- _Exercise_
Type the entries out once more. Match them exactly.
+===+
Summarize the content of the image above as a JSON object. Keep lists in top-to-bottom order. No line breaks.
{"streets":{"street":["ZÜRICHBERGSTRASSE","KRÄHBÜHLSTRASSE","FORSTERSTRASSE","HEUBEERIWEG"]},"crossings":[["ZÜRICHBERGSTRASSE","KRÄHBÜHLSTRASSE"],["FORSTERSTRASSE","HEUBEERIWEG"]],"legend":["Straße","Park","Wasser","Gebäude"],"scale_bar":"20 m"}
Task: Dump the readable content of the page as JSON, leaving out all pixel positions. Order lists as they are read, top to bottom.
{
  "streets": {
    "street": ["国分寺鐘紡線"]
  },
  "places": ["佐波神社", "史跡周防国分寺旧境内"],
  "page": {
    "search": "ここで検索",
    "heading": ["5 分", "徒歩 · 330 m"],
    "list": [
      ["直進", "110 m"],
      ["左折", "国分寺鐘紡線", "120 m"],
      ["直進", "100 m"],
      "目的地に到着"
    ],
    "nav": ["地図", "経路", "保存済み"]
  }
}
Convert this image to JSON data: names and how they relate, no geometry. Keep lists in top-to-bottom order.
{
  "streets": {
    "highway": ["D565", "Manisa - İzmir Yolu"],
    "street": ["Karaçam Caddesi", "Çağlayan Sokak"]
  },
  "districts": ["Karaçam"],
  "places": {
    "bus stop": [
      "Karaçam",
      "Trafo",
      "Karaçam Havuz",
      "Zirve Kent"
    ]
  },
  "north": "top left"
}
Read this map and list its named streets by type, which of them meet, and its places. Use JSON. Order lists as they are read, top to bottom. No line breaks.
+===+
- _Result of this exercise_
Summarize the content of the image above as a JSON object. Keep lists in top-to-bottom order. No line breaks.
{"streets":{"street":["ZÜRICHBERGSTRASSE","KRÄHBÜHLSTRASSE","FORSTERSTRASSE","HEUBEERIWEG"]},"crossings":[["ZÜRICHBERGSTRASSE","KRÄHBÜHLSTRASSE"],["FORSTERSTRASSE","HEUBEERIWEG"]],"legend":["Straße","Park","Wasser","Gebäude"],"scale_bar":"20 m"}
Task: Dump the readable content of the page as JSON, leaving out all pixel positions. Order lists as they are read, top to bottom.
{
  "streets": {
    "street": ["国分寺鐘紡線"]
  },
  "places": ["佐波神社", "史跡周防国分寺旧境内"],
  "page": {
    "search": "ここで検索",
    "heading": ["5 分", "徒歩 · 330 m"],
    "list": [
      ["直進", "110 m"],
      ["左折", "国分寺鐘紡線", "120 m"],
      ["直進", "100 m"],
      "目的地に到着"
    ],
    "nav": ["地図", "経路", "保存済み"]
  }
}
Convert this image to JSON data: names and how they relate, no geometry. Keep lists in top-to-bottom order.
{
  "streets": {
    "highway": ["D565", "Manisa - İzmir Yolu"],
    "street": ["Karaçam Caddesi", "Çağlayan Sokak"]
  },
  "districts": ["Karaçam"],
  "places": {
    "bus stop": [
      "Karaçam",
      "Trafo",
      "Karaçam Havuz",
      "Zirve Kent"
    ]
  },
  "north": "top left"
}
Read this map and list its named streets by type, which of them meet, and its places. Use JSON. Order lists as they are read, top to bottom. No line breaks.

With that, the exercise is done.